MCP, Plugins, and the New AI Attack Surface

Your company just deployed a shiny new AI assistant. It connects to Slack, reads your Google Drive, queries your database, and can even send emails on your behalf. A developer on the team installed a third-party MCP server that lets the AI pull data from your CRM. Everything works beautifully — until someone pastes a customer complaint into the AI that contains a carefully crafted sentence buried in the middle of an otherwise normal paragraph. The AI reads it, follows the hidden instruction, and quietly exports your entire client list to an external URL. Nobody notices for weeks.

This isn’t science fiction. Security researchers have demonstrated exactly this kind of attack against MCP-connected AI systems. The Model Context Protocol — the technology making these seamless AI integrations possible — has opened up attack vectors that most security teams have never had to think about before. And with 74% of organizations reporting AI-related security breaches in 2024, the gap between what AI can access and what security teams can protect is growing fast.

If you build software, manage infrastructure, or make decisions about which AI tools your organization adopts, this article is for you. We’re going to break down how MCP works, why it creates vulnerabilities, what the specific attack patterns look like, and what you can do about it today.

What MCP actually is (and why it matters for security)

Think of MCP as USB-C for AI. Before USB-C, every device had its own proprietary connector — you needed a different cable for your phone, your camera, your external drive. USB-C standardized the interface so one port could handle data, power, and video.
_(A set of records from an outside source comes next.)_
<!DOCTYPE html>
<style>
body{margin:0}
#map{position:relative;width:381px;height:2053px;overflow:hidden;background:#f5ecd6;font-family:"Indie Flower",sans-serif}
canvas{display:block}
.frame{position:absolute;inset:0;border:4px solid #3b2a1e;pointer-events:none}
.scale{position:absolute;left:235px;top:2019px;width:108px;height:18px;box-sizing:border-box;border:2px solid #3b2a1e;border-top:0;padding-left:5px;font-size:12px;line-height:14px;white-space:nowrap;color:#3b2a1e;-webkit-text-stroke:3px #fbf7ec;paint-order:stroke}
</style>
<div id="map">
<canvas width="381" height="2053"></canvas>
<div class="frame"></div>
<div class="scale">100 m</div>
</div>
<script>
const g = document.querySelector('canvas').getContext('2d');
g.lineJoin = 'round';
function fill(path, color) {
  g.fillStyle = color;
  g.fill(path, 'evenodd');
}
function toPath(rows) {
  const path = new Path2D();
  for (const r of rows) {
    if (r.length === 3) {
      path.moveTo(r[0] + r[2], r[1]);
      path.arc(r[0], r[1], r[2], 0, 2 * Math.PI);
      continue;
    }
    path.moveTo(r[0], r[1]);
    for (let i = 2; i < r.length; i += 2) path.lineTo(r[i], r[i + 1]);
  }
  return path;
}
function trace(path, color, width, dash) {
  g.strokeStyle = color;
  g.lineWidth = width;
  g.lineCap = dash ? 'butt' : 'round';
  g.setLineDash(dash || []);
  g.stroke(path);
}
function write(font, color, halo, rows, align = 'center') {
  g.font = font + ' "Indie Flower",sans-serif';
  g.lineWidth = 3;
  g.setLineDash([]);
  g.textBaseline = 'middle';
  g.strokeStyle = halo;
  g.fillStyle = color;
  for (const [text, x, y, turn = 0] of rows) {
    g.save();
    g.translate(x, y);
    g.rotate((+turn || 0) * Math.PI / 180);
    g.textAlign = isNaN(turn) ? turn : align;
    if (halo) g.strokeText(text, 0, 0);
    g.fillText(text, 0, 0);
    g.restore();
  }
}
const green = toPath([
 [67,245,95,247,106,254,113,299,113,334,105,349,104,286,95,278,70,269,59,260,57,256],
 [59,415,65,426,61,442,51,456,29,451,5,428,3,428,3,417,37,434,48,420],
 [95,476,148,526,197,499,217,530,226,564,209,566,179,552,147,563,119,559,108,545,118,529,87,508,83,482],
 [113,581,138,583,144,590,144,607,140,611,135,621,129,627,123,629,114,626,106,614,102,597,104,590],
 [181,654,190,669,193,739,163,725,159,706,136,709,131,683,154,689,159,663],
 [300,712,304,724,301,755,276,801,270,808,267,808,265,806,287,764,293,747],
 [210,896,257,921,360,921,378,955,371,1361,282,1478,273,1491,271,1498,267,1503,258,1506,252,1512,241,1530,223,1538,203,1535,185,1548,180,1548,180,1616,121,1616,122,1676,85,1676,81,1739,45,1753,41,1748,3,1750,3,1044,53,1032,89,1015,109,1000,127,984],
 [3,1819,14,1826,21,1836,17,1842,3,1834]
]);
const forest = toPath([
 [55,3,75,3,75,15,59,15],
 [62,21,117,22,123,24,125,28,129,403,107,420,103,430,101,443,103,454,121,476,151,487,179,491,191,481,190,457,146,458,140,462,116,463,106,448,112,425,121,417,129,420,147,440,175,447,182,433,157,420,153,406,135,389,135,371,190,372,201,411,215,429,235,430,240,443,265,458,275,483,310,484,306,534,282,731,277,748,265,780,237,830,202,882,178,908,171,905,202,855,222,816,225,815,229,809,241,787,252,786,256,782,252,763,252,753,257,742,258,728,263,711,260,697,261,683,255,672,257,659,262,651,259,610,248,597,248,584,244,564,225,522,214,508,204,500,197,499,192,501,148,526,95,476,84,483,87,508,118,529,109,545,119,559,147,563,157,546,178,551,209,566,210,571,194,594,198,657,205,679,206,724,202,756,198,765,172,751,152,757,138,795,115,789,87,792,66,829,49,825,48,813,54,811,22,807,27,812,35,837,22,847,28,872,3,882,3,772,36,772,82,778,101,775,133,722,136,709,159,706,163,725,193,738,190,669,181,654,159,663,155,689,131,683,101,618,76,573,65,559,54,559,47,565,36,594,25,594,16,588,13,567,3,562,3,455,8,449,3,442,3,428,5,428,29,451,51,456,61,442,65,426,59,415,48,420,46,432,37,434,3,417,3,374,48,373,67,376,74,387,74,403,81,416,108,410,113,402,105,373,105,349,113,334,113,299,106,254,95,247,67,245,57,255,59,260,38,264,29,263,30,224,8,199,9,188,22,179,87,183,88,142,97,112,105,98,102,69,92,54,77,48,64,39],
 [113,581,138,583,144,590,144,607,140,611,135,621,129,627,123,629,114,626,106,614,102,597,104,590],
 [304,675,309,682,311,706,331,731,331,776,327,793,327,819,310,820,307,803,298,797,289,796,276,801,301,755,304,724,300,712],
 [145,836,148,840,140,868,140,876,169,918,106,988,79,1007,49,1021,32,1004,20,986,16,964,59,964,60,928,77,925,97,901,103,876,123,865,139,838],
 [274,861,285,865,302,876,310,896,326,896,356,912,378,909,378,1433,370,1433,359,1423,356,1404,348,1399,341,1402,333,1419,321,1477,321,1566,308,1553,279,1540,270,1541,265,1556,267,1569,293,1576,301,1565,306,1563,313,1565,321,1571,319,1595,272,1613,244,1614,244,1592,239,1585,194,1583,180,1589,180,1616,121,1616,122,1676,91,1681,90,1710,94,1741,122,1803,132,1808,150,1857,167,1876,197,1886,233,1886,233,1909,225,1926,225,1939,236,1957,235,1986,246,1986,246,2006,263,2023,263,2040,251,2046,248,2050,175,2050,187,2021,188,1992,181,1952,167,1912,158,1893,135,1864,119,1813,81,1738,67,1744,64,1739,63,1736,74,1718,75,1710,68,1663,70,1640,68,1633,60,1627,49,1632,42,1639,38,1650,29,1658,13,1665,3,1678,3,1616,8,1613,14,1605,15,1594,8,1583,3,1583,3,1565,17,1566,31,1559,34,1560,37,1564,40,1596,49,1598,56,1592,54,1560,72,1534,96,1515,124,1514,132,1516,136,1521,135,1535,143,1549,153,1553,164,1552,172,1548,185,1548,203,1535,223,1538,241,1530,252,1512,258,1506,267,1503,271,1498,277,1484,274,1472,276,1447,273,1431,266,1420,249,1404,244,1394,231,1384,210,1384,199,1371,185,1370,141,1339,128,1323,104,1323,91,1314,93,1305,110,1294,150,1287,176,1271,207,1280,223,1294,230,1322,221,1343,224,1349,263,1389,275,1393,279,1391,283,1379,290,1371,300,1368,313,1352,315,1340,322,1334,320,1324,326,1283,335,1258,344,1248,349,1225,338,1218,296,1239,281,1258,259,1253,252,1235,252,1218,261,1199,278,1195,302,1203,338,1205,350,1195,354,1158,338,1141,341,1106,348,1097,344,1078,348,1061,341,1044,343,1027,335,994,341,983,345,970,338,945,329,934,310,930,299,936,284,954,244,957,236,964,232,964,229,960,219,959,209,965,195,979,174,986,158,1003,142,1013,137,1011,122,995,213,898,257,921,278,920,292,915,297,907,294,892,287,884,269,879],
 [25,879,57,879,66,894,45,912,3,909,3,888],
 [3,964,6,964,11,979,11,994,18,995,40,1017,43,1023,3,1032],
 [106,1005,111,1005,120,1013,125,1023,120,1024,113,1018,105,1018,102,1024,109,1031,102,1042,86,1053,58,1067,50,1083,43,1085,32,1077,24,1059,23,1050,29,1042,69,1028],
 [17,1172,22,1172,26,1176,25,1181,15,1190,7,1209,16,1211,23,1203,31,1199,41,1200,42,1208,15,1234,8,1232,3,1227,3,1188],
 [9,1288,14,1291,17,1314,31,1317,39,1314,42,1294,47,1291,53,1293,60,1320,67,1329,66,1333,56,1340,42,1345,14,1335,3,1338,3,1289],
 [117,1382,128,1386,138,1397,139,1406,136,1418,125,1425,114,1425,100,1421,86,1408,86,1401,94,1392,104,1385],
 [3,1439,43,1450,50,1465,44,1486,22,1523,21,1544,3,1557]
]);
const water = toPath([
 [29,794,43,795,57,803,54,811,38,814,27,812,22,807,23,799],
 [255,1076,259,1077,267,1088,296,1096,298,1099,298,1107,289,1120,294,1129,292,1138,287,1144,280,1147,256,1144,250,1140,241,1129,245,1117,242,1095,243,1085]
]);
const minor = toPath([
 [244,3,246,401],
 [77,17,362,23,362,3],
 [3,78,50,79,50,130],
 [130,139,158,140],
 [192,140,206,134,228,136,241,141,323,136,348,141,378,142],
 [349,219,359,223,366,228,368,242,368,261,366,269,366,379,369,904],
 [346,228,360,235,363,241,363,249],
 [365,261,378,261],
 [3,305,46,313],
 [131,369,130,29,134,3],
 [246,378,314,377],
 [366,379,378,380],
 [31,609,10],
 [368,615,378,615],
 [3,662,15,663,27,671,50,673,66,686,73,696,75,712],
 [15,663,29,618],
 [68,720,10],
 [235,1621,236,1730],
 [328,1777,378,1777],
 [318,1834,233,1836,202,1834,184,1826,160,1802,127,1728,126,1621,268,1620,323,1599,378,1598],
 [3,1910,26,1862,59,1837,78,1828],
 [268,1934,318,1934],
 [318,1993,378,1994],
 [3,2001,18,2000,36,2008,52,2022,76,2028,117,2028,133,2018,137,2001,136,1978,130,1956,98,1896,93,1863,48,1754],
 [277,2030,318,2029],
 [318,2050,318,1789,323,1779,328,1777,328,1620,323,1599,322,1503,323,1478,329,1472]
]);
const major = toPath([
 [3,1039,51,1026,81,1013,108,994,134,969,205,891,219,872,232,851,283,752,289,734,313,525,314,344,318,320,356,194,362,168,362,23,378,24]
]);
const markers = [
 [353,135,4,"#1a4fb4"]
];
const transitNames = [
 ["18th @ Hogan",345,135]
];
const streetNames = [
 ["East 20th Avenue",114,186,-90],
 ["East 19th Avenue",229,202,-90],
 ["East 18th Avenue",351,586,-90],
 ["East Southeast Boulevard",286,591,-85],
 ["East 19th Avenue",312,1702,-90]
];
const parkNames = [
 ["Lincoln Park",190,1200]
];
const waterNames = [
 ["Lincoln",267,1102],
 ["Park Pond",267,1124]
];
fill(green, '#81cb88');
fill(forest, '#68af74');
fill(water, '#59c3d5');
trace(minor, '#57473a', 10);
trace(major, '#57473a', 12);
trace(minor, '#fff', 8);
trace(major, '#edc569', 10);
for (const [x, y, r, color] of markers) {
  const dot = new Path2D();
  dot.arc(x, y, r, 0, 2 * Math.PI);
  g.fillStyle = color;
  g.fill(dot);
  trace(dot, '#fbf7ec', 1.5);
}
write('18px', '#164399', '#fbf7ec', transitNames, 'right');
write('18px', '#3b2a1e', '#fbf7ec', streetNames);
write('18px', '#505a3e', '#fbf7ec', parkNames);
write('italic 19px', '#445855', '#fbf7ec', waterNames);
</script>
MCP does the same thing for AI integrations: it gives AI models a single, standardized way to connect to external tools, databases, APIs, and services.

The architecture is straightforward. An AI application (the MCP client) connects to MCP servers, each of which exposes specific capabilities — read files, query a database, send a message, call an API. The AI discovers what tools are available at runtime, reads their descriptions, and decides which ones to invoke based on your request. It’s elegant, flexible, and genuinely useful.

But here’s where security teams should start paying attention. Traditional API integrations are static. You set up a connection, audit it, lock it down, and move on. MCP is dynamic. Tools can be discovered at runtime. New servers can be added to the environment. The AI decides which tools to call based on natural-language descriptions it reads on the fly. That dynamism is the whole point — and it’s also the problem.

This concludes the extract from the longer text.